2012 – the sleeve notes
Every year since 1988, we’ve given out twenty-odd best of year CDs (formerly cassettes, but a Spotify playlist wouldn’t cut it) to our music loving friends and, for the last few years, I’ve put all the songs on this blog, together with sleeve notes for each song. So if you’re here to find out about my books, scroll down or check out the Beat novels currently coming out as eBooks, with all new afterwords. If you’re an unhappy copyright holder, just contact me, but the point of these downloads and the cds is to persuade people to investigate the new music that I love. And if you’re a recipient of these CDs, you might like to look away until yours arrives (the first ones went out to Canada and Sheffield on Saturday). It’s always nice to not know what’s coming the first time you listen. Alright, here we go: one song a day until New Year’s Eve.
1. Calexico – Splitter Calexico are one of those bands who creep up on you. I’ve seen them live, up close at the Rescue Rooms a few years back, and have most of their albums but it was only this summer I realised how much I loved them. We were having the holiday from hell and needed music that took us elsewhere. I put on a playlist comprising every Calexico track on my iPod and the dusty, dangerous, often uplifting tex-mex soundtrack did the job. When we got home, they had a new album out, Algiers, one of their best, and this exhilarating track shows Calexico at their best.
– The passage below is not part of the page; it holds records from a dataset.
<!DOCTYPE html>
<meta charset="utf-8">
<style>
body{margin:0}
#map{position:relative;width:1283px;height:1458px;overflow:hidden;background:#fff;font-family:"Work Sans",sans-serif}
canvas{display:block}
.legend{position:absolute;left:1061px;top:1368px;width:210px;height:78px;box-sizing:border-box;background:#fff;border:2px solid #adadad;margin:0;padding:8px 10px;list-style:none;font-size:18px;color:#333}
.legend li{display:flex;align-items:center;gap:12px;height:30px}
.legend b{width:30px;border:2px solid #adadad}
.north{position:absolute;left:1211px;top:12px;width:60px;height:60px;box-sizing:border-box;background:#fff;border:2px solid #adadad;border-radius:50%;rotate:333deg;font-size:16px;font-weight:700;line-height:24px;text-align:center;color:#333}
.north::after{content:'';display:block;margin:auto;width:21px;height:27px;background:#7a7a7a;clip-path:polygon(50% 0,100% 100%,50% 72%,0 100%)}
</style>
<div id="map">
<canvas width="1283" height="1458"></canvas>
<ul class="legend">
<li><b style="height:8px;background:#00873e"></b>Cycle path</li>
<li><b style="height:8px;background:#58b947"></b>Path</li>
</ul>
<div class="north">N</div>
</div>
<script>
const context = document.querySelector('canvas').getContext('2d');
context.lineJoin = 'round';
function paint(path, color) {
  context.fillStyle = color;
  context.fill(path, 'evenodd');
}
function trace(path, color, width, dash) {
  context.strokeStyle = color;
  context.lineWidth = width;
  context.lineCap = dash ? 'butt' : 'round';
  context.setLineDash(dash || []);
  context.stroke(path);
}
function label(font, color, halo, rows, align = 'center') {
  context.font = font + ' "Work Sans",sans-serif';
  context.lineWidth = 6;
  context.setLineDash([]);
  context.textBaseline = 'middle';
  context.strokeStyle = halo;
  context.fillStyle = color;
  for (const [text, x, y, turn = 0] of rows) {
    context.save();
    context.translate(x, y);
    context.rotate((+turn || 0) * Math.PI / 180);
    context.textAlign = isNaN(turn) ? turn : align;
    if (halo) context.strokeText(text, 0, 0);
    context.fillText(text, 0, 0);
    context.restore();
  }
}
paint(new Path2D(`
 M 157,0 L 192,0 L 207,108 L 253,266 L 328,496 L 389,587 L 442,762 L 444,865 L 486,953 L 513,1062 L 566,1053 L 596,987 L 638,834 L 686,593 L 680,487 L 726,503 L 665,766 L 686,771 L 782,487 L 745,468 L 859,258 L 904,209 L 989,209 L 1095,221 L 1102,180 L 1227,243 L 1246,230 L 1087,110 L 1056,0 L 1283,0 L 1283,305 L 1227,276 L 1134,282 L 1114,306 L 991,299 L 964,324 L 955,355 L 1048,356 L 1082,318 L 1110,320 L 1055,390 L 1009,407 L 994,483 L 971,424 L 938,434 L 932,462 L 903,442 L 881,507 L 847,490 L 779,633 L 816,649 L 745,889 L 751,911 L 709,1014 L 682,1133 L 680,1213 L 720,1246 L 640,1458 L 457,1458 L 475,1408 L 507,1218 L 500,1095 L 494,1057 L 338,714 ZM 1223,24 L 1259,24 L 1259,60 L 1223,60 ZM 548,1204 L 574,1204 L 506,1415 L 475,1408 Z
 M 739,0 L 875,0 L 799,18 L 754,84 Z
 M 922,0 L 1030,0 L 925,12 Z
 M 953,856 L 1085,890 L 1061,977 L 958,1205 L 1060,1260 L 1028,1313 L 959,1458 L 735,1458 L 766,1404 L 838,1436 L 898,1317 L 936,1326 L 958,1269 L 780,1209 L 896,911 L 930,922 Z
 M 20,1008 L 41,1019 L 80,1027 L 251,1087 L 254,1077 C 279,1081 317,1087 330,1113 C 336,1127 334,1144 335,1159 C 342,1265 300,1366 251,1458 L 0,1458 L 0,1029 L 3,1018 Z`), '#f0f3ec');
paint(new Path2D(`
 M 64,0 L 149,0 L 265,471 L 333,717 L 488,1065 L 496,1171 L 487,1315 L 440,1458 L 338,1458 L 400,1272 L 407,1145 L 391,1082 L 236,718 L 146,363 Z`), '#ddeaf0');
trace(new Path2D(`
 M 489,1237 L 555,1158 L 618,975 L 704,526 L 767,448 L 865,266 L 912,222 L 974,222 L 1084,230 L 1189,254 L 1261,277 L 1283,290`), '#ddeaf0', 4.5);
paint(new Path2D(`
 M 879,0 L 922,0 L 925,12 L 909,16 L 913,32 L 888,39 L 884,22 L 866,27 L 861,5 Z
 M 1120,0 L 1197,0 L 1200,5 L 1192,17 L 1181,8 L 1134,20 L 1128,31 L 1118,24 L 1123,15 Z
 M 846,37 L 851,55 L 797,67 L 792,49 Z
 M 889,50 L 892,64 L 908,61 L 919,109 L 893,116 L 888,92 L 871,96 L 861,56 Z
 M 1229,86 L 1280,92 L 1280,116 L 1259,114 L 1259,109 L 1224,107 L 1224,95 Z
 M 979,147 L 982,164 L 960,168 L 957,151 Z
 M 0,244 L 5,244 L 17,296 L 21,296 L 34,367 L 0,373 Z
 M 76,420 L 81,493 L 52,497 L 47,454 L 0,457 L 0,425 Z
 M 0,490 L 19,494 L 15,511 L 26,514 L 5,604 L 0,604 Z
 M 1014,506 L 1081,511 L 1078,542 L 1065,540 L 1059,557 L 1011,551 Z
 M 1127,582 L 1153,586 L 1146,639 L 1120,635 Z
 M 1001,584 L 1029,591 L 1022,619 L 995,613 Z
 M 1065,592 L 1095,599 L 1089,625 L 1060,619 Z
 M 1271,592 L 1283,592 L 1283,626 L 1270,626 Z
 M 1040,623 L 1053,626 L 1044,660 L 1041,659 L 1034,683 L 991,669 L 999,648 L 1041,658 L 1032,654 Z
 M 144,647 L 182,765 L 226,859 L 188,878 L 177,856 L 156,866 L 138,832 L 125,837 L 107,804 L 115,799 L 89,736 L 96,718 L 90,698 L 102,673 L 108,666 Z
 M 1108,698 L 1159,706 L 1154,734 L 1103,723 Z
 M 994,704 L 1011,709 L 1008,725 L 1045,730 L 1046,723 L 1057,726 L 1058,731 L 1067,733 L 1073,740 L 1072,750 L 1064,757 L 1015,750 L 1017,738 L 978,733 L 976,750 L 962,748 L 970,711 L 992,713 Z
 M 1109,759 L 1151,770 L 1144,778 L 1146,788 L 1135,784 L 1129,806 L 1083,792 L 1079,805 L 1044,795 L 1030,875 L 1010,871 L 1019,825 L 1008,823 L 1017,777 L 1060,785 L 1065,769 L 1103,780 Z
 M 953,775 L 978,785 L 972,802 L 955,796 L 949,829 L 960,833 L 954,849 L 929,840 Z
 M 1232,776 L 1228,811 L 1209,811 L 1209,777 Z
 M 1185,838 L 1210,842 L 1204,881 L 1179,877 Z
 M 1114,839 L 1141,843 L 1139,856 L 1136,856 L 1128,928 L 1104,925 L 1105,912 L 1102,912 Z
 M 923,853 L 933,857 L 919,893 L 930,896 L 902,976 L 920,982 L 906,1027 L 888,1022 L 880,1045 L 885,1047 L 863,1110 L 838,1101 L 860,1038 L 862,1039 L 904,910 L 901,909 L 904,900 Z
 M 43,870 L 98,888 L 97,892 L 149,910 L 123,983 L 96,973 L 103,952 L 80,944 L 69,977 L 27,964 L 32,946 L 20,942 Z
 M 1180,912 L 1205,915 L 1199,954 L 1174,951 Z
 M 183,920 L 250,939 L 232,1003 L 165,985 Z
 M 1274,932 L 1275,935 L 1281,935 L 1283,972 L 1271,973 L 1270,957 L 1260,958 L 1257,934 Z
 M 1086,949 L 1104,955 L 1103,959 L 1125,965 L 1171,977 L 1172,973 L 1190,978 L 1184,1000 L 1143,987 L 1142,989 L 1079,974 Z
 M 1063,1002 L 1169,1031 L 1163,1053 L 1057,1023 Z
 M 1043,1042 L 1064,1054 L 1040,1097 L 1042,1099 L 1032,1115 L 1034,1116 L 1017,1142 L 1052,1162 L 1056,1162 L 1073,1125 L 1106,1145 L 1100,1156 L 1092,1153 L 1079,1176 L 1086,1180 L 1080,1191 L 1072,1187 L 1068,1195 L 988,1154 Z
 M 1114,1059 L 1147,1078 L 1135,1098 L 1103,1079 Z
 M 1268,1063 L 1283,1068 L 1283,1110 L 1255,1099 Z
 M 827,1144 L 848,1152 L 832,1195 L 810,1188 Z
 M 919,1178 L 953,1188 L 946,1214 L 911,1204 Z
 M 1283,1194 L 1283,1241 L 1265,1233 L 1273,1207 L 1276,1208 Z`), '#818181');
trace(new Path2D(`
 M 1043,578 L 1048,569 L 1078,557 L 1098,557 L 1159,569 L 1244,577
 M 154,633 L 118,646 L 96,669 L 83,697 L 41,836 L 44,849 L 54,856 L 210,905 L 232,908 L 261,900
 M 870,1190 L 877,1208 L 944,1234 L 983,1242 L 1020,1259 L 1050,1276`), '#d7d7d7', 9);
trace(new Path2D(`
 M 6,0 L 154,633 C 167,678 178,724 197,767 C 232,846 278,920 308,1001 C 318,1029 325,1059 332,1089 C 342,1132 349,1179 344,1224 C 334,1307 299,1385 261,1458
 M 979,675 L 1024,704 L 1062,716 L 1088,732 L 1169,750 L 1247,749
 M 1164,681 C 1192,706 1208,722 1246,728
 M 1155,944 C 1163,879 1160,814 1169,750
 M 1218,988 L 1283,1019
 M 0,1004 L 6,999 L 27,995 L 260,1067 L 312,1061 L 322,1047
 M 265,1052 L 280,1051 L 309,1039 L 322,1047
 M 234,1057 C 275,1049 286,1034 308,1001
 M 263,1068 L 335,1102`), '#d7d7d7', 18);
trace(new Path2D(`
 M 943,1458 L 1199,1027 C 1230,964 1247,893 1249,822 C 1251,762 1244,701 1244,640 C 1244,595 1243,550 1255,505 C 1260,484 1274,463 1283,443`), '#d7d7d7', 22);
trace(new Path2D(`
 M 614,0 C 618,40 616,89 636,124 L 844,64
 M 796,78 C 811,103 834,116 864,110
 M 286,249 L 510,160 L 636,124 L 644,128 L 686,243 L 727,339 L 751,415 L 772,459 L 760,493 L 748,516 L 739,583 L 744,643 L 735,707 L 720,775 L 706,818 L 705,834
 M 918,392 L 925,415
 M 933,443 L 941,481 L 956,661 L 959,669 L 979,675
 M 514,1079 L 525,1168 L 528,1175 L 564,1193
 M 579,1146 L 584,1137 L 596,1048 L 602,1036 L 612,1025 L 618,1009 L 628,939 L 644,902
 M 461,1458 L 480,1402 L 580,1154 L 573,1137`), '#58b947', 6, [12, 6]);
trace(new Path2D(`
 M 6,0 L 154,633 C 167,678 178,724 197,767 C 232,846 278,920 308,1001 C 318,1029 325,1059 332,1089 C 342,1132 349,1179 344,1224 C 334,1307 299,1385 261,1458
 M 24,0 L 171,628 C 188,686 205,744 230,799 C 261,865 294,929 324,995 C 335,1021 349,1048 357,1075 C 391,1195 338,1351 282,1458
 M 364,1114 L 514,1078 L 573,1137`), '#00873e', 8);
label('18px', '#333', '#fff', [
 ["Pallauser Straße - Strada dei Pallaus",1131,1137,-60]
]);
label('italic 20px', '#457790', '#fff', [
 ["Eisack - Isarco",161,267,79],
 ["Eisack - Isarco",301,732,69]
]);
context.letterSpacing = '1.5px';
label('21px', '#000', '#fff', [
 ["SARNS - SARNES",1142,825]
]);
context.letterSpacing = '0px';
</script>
2. Solange – Some Things Never Seem To Fucking Work I do like a good sweary song (see also track 17, when it’s up). This track and the equally spendid ‘Losing You’ (live video here) are from an EP that doesn’t get a physical release until next year (so maybe I’ll put ‘Losing You’ on next year’s CD) but this is too good not to use, and very apt, given the number of things around us that have broken this year, from cars to chimneys. Yes, Solange is Beyonce’s kid sister, and you can see the resemblance in the video, but the music reminds me more of Janet Jackson (the ever perspicacious Marcello Carlin also hears the Human League, but I don’t get that).
Solange – Some Things Never Seem to Fucking Work
3. Saint Etienne – I’ve Got Your Music Saw the first leg of Saint Etienne’s 2012 tour at the Leadmill. No Scritti Politti support on that bit of the tour but that’s OK because I saw the Scrits headline the Rescue Rooms and we got a ‘secret’ support by Rumer side project Stereo Venus, who were splendid. New album Words And Music is their best this century and despite Sarah having a cold, they were in fine form live, too. There are a couple of tracks with better lyrics than the track that follows but this is the groove that fits.
Saint Etienne – I’ve Got Your Music
4. Aimee Mann – Charmer After midnight and full of cold, so no long note, just good to find Aimee on top form, investigating human nature, or lack thereof, with a catchy tune.
5. The Dirty Projectors – Gun Has No Trigger Been listening to the DPs for years because there was obviously something there, but this is the first time they’ve really grabbed me. For some, the voice will grate, but you still may find that this tortured track becomes an ear worm.
The Dirty Projectors – Gun Has No Trigger
6. Jake Bugg – Two Fingers I teach at the university on the edge of the Clifton estate, where Jake Bugg hails from, so naturally I’ve been following his progress over the last year, which culminated in him being the first ever Nottingham artist to have a number one album – his debut – at just 18. Liked the music, but felt like it wasn’t for me. I’m nearly old enough to remember skiffle the first time round, and the hints of Roy Orbison and Eddie Cochran tend to send me back to the originals. Then I got to see his homecoming gig after the number one, in a long sold-out Rescue Rooms (ably reviewed here by my old friend Mike Atkinson) from the front and it was… really good. I’m a convert. Songs about getting stoned, getting out of Clifton and living it up: what’s not to like?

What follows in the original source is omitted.